Extraction, Verification and Masking of Aadhaar UIDs from photos and scanned documents.
The solution to the problem involves use of PyTesseract Optical Character Recognition engine and OpenCV for image processing. It can be divided into 3 Sub-Tasks:
This task can be further divided into 2 Sub-Tasks: 1) Preprocess the image and then use PyTesseract library to extract all recognizable text from the image with their corresponding bounding boxes. 2) Use RegEx Search to find possible UID candidates. Aadhaar contains 12 numeric digits, so any 12-digit no. in the text returned by the OCR engine can be a possible UID.

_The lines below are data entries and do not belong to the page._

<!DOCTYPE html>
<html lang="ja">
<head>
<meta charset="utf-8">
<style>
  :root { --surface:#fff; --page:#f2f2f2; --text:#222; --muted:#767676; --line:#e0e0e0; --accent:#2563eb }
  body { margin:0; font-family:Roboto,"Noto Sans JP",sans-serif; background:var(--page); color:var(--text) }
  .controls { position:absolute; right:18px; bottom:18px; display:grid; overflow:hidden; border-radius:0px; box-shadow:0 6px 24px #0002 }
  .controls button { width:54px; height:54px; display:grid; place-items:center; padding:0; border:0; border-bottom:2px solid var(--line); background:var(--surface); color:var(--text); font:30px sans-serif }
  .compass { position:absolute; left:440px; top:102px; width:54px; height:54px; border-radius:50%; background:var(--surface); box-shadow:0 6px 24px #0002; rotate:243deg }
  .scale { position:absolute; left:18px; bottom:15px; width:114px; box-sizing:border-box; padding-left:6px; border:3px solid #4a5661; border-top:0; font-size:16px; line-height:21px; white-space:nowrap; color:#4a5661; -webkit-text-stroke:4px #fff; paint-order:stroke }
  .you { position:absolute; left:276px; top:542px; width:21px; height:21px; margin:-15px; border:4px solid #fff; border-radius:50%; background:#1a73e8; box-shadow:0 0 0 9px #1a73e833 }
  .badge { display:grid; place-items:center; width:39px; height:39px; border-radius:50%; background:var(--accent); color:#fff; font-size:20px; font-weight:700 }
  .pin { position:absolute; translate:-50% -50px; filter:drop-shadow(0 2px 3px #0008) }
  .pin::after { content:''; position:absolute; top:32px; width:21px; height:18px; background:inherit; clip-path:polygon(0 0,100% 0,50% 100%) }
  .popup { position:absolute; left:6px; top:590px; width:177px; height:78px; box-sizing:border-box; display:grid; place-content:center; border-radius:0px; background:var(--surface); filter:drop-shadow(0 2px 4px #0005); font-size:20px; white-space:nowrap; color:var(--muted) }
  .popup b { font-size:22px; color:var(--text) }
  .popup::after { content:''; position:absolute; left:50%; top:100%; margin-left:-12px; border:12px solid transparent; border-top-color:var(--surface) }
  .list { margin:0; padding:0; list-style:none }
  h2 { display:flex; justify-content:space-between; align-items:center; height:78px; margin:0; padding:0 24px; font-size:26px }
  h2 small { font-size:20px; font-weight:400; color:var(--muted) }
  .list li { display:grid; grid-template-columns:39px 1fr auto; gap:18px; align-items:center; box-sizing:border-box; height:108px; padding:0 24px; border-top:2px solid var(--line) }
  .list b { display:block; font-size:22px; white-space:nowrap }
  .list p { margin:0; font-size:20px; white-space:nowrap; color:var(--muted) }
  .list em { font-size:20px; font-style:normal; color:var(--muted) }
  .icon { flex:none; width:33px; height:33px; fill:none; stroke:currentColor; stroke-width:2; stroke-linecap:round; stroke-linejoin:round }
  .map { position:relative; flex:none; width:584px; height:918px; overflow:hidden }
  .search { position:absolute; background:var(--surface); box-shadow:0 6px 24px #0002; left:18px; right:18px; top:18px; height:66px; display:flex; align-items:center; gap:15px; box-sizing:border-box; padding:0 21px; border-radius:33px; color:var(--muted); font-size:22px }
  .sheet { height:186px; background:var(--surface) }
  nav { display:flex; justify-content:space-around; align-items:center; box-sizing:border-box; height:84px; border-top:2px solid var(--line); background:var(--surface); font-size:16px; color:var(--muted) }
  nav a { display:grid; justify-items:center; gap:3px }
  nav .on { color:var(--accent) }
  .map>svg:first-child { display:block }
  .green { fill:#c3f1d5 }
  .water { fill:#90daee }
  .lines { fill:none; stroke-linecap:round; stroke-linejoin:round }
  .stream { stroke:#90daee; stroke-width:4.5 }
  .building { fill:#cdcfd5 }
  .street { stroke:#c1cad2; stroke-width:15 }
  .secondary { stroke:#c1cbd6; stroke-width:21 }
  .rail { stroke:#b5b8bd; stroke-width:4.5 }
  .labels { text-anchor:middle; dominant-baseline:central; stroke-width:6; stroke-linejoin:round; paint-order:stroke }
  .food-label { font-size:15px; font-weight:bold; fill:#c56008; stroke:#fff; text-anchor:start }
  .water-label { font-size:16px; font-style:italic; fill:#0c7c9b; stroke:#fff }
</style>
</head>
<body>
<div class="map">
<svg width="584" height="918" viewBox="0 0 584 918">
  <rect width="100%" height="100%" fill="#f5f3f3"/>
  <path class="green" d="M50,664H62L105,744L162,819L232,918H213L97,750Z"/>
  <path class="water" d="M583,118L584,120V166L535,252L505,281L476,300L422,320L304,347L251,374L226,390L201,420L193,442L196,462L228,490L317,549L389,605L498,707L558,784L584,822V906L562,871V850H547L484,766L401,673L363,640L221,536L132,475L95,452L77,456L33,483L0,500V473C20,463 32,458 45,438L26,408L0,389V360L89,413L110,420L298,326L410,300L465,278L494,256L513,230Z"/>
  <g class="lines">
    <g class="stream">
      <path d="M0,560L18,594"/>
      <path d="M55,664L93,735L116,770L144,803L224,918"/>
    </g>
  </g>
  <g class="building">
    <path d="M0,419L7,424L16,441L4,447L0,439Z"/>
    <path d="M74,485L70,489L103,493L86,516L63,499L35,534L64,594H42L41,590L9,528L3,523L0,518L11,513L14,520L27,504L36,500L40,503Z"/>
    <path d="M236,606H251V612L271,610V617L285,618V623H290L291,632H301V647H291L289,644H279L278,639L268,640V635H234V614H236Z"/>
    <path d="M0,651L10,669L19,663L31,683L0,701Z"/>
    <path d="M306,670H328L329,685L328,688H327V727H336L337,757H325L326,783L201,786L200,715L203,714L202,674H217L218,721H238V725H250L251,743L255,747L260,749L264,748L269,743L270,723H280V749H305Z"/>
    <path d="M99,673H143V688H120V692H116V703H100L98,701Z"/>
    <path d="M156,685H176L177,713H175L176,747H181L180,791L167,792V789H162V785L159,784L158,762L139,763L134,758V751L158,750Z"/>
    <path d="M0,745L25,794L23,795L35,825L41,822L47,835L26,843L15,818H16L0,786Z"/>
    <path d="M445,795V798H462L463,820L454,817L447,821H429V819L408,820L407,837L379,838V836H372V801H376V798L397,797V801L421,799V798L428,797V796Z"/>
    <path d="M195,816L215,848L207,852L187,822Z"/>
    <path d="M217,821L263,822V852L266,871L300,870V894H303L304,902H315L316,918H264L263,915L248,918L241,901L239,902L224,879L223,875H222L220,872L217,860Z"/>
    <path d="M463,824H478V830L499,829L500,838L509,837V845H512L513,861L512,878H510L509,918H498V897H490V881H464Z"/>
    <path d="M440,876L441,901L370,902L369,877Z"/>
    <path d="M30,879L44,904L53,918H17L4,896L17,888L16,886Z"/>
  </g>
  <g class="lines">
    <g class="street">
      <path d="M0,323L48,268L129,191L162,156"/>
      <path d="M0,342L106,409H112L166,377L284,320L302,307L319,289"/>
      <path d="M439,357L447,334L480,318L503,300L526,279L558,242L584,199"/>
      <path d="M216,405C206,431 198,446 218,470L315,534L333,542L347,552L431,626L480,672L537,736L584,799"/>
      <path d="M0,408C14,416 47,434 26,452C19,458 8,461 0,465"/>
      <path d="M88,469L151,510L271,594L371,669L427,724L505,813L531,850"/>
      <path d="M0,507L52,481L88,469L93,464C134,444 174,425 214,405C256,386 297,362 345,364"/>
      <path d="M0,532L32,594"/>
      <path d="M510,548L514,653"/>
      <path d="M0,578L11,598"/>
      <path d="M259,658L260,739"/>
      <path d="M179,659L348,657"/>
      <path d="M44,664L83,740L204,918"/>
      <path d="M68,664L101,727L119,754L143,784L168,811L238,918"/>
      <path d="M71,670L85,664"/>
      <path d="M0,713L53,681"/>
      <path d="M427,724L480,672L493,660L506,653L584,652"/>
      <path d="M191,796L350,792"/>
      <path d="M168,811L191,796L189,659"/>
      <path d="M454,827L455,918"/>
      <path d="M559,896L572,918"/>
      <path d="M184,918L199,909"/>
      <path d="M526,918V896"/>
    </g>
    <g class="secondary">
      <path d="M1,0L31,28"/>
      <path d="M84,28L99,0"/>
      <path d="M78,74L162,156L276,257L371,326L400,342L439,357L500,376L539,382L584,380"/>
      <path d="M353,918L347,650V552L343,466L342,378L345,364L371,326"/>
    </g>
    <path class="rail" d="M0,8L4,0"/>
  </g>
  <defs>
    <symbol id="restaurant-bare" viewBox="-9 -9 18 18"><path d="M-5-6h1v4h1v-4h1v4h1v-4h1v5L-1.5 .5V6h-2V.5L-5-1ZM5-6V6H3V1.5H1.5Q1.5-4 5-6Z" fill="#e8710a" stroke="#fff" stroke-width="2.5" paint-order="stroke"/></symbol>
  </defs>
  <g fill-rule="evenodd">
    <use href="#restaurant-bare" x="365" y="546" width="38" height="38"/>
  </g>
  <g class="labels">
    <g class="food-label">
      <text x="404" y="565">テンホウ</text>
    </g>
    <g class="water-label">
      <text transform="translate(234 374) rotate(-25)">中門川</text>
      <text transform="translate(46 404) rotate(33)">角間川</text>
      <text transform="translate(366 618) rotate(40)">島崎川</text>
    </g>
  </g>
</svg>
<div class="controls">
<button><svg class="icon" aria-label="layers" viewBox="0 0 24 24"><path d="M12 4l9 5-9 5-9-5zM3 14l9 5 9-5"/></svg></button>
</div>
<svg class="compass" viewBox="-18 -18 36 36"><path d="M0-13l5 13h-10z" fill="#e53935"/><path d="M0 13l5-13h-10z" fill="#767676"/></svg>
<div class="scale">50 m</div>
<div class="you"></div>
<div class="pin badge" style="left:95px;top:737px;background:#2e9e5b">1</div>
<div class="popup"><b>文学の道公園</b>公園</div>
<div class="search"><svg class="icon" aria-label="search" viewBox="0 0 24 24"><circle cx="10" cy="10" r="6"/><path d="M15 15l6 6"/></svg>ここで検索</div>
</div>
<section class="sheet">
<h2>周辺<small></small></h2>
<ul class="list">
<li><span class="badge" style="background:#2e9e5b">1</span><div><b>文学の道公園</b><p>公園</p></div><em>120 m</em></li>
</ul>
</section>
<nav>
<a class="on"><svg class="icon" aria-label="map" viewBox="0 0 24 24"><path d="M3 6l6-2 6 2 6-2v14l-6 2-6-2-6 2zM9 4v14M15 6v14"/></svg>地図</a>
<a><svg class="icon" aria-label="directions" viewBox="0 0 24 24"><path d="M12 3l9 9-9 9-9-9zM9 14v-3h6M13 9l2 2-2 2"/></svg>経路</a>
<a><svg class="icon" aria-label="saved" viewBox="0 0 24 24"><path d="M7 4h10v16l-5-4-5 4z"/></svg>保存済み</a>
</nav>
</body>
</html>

The problem now is that image may need some pre-processing before it is possible to extract text from it. There are may factors affecting the performance of Tesseract engine, such as Orientation, Noise, Resolution, Illumination etc. For tackling these problems, we use the following pipeline:
a) Try without any processing. b) If (a) doesn’t work, try using OpenCV’s Gaussian Blur to remove random noise, then try again. c) If (b) doesn’t work, rotate the image by 90 degrees and try (a) and (b) again.
In this way steps (a), (b) and (c) are repeated 4 times (for 0, 90, 180 and 270 degrees rotation) and if at any point UID candidates are found, we stop (as all UIDs in the image can be found in that particular setting). In case these steps fail to produce desired results, we produce the super resolution version of the image using ESRGAN and retry with the pipeline described above.
In this step we try to filter the invalid UIDs using the Verhoeff Algorithm as there can be many unintended RegEx matches that are not of use. It is basically a checksum validation method. We use OpenCV’s functions to black out the first 8 digits of every UID with the help of character wise bounding boxes found in the previous step.
In our solution pipeline we use some algorithms such as:
1) Google Colab : Used as the development environment. 2) NumPy : Used for handling high dimensional arrays. 3) OpenCV and PIL : Used for image processing. 4) PyTesseract : Used for OCR. 5) RegEx : Used for Regular Expression searches. 6) img2pdf and pdf2image : Used for handling .pdf files. 7) ISR : Used for generating Super Resolution images.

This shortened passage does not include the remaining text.